(AIM OF THE TASK): Line by line, copy out the data that follows.
>>>
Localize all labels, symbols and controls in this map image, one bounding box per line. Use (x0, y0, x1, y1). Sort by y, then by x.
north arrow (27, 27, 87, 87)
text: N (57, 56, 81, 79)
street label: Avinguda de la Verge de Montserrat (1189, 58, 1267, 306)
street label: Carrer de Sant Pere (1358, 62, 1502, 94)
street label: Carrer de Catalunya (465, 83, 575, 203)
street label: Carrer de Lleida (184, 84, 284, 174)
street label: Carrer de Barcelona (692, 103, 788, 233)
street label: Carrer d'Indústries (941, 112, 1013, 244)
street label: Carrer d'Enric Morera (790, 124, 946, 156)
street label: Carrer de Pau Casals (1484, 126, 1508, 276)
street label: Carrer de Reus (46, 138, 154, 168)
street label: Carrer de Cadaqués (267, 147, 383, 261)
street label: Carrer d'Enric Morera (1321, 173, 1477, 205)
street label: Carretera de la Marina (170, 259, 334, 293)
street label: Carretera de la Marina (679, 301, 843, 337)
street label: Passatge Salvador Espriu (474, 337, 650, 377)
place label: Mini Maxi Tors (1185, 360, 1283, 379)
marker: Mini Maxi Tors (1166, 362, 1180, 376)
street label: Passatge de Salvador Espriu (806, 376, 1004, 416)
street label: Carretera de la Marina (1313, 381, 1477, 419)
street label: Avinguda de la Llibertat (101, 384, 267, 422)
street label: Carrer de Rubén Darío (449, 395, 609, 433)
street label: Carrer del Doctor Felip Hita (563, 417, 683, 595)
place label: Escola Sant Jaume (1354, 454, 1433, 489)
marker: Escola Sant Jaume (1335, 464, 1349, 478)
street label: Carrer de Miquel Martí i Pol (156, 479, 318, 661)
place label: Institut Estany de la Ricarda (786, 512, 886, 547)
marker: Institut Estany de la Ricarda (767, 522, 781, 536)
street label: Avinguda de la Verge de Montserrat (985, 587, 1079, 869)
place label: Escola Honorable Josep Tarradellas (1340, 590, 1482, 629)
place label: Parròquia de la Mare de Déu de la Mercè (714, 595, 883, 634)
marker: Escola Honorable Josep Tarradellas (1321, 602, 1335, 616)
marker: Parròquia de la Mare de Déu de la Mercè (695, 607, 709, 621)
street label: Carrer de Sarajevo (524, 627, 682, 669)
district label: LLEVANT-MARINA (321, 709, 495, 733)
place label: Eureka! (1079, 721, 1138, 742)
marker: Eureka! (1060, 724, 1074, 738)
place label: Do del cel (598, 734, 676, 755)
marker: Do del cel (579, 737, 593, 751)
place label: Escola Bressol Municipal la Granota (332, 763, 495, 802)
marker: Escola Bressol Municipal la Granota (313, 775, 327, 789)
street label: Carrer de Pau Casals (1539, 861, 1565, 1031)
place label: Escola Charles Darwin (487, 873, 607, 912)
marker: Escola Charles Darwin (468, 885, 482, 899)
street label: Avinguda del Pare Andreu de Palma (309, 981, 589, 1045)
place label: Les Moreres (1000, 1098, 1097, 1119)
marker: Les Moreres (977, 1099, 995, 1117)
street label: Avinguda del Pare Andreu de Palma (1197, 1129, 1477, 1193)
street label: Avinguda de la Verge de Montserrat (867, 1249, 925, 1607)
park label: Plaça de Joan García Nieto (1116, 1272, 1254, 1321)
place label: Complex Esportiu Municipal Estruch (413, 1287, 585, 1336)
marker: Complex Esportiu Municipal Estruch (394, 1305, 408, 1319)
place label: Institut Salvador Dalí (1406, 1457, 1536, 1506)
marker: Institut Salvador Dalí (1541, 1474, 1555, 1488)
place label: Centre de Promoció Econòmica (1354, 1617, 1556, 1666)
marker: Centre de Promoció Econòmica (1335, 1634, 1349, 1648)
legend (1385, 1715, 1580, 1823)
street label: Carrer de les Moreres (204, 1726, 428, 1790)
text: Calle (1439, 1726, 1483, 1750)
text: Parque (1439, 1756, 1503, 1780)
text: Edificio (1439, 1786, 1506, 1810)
<<<
(SOLUTION TO THIS TASK):
Localize all labels, symbols and controls in this map image, one bounding box per line. Use (x0, y0, x1, y1). Sort by y, then by x.
north arrow (27, 27, 87, 87)
text: N (57, 56, 81, 79)
street label: Avinguda de la Verge de Montserrat (1189, 58, 1267, 306)
street label: Carrer de Sant Pere (1358, 62, 1502, 94)
street label: Carrer de Catalunya (465, 83, 575, 203)
street label: Carrer de Lleida (184, 84, 284, 174)
street label: Carrer de Barcelona (692, 103, 788, 233)
street label: Carrer d'Indústries (941, 112, 1013, 244)
street label: Carrer d'Enric Morera (790, 124, 946, 156)
street label: Carrer de Pau Casals (1484, 126, 1508, 276)
street label: Carrer de Reus (46, 138, 154, 168)
street label: Carrer de Cadaqués (267, 147, 383, 261)
street label: Carrer d'Enric Morera (1321, 173, 1477, 205)
street label: Carretera de la Marina (170, 259, 334, 293)
street label: Carretera de la Marina (679, 301, 843, 337)
street label: Passatge Salvador Espriu (474, 337, 650, 377)
place label: Mini Maxi Tors (1185, 360, 1283, 379)
marker: Mini Maxi Tors (1166, 362, 1180, 376)
street label: Passatge de Salvador Espriu (806, 376, 1004, 416)
street label: Carretera de la Marina (1313, 381, 1477, 419)
street label: Avinguda de la Llibertat (101, 384, 267, 422)
street label: Carrer de Rubén Darío (449, 395, 609, 433)
street label: Carrer del Doctor Felip Hita (563, 417, 683, 595)
place label: Escola Sant Jaume (1354, 454, 1433, 489)
marker: Escola Sant Jaume (1335, 464, 1349, 478)
street label: Carrer de Miquel Martí i Pol (156, 479, 318, 661)
place label: Institut Estany de la Ricarda (786, 512, 886, 547)
marker: Institut Estany de la Ricarda (767, 522, 781, 536)
street label: Avinguda de la Verge de Montserrat (985, 587, 1079, 869)
place label: Escola Honorable Josep Tarradellas (1340, 590, 1482, 629)
place label: Parròquia de la Mare de Déu de la Mercè (714, 595, 883, 634)
marker: Escola Honorable Josep Tarradellas (1321, 602, 1335, 616)
marker: Parròquia de la Mare de Déu de la Mercè (695, 607, 709, 621)
street label: Carrer de Sarajevo (524, 627, 682, 669)
district label: LLEVANT-MARINA (321, 709, 495, 733)
place label: Eureka! (1079, 721, 1138, 742)
marker: Eureka! (1060, 724, 1074, 738)
place label: Do del cel (598, 734, 676, 755)
marker: Do del cel (579, 737, 593, 751)
place label: Escola Bressol Municipal la Granota (332, 763, 495, 802)
marker: Escola Bressol Municipal la Granota (313, 775, 327, 789)
street label: Carrer de Pau Casals (1539, 861, 1565, 1031)
place label: Escola Charles Darwin (487, 873, 607, 912)
marker: Escola Charles Darwin (468, 885, 482, 899)
street label: Avinguda del Pare Andreu de Palma (309, 981, 589, 1045)
place label: Les Moreres (1000, 1098, 1097, 1119)
marker: Les Moreres (977, 1099, 995, 1117)
street label: Avinguda del Pare Andreu de Palma (1197, 1129, 1477, 1193)
street label: Avinguda de la Verge de Montserrat (867, 1249, 925, 1607)
park label: Plaça de Joan García Nieto (1116, 1272, 1254, 1321)
place label: Complex Esportiu Municipal Estruch (413, 1287, 585, 1336)
marker: Complex Esportiu Municipal Estruch (394, 1305, 408, 1319)
place label: Institut Salvador Dalí (1406, 1457, 1536, 1506)
marker: Institut Salvador Dalí (1541, 1474, 1555, 1488)
place label: Centre de Promoció Econòmica (1354, 1617, 1556, 1666)
marker: Centre de Promoció Econòmica (1335, 1634, 1349, 1648)
legend (1385, 1715, 1580, 1823)
street label: Carrer de les Moreres (204, 1726, 428, 1790)
text: Calle (1439, 1726, 1483, 1750)
text: Parque (1439, 1756, 1503, 1780)
text: Edificio (1439, 1786, 1506, 1810)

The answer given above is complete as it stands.